No matter what age you are, if you haven’t already started saving for your retirement years, now is the time to start.
If you’re young, you have the savings advantage of time. Saving for retirement may seem like a strain on your budget right now, but you can start small and grow. Even setting aside a small portion of your paycheck each month will pay off in big dollars later. By starting young, you also can afford to invest more aggressively since you have years to overcome the inevitable ups and downs of the stock market.

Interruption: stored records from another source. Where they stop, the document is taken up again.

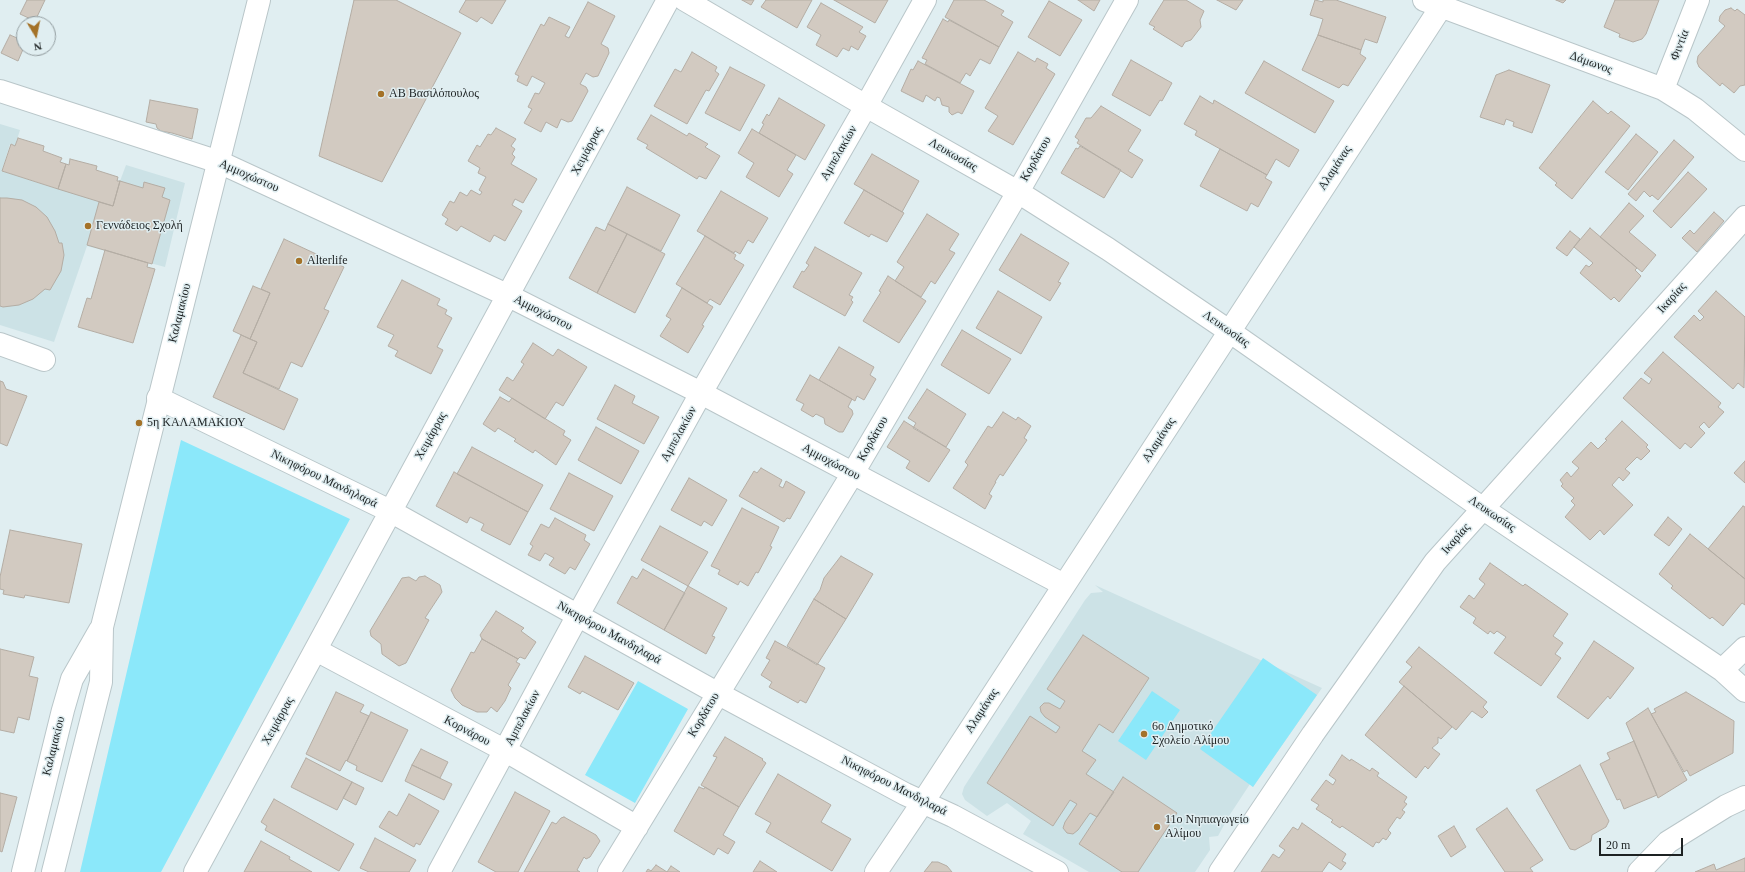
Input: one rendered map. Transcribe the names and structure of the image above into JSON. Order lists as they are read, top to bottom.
{
  "streets": {
    "street": [
      "Φιντία",
      "Δάμωνος",
      "Χειμάρρας",
      "Αμπελακίων",
      "Λευκωσίας",
      "Κορδάτου",
      "Αλαμάνας",
      "Αμμοχώστου",
      "Ικαρίας",
      "Καλαμακίου",
      "Νικηφόρου Μανδηλαρά",
      "Κορνάρου"
    ]
  },
  "crossings": [
    ["Φιντία", "Δάμωνος"],
    ["Δάμωνος", "Αλαμάνας"],
    ["Χειμάρρας", "Αμμοχώστου"],
    ["Χειμάρρας", "Νικηφόρου Μανδηλαρά"],
    ["Χειμάρρας", "Κορνάρου"],
    ["Αμπελακίων", "Λευκωσίας"],
    ["Αμπελακίων", "Αμμοχώστου"],
    ["Αμπελακίων", "Νικηφόρου Μανδηλαρά"],
    ["Αμπελακίων", "Κορνάρου"],
    ["Λευκωσίας", "Κορδάτου"],
    ["Λευκωσίας", "Αλαμάνας"],
    ["Λευκωσίας", "Ικαρίας"],
    ["Κορδάτου", "Αμμοχώστου"],
    ["Κορδάτου", "Νικηφόρου Μανδηλαρά"],
    ["Κορδάτου", "Κορνάρου"],
    ["Αλαμάνας", "Αμμοχώστου"],
    ["Αλαμάνας", "Νικηφόρου Μανδηλαρά"],
    ["Αμμοχώστου", "Καλαμακίου"],
    ["Καλαμακίου", "Νικηφόρου Μανδηλαρά"]
  ],
  "places": [
    "ΑΒ Βασιλόπουλος",
    "Γεννάδειος Σχολή",
    "Alterlife",
    "5η ΚΑΛΑΜΑΚΙΟΥ",
    "6ο Δημοτικό Σχολείο Αλίμου",
    "11ο Νηπιαγωγείο Αλίμου"
  ],
  "scale_bar": "20 m",
  "north": "bottom"
}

Developing the habit of saving for retirement now will make it easier to continue saving throughout your working years. If you put $1,000 into an individual retirement account (IRA) each year from age 20 to age 30 (11 years), and the account earns 7 percent annually, you will have $168,514 in the account when you retire at age 65. But if you don’t start until age 30 and then save $1,000 each year for 35 years straight earning 7 percent annually, your account would grow to only $147,913.
If retirement is just around the corner and you haven’t saved enough, it’s not too late. There is still time for you to add to your retirement savings. You may need to rearrange your budget and your spending priorities so you can funnel those savings into your retirement plan. You may need to retire a bit later than you’d originally planned on, but that will give you the extra time you may need to increase your savings.

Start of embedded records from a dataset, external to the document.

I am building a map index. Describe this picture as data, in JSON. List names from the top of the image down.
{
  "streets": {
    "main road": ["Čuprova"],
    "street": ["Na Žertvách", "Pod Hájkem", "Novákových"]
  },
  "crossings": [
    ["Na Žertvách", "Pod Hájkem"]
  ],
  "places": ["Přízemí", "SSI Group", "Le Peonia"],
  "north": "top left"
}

No matter what stage you’re at, the key is to get started. There is no time to wait or to waste. The more you save now, the better off you will be when you get there. And as you’re getting started, here are ten of the top ways to save for retirement now.
1. Know Your Retirement Needs
Retirement is expensive. Experts estimate that you’ll need about 70 percent of your pre-retirement income (90 percent or more for lower earners) to maintain your standard of living when you stop working.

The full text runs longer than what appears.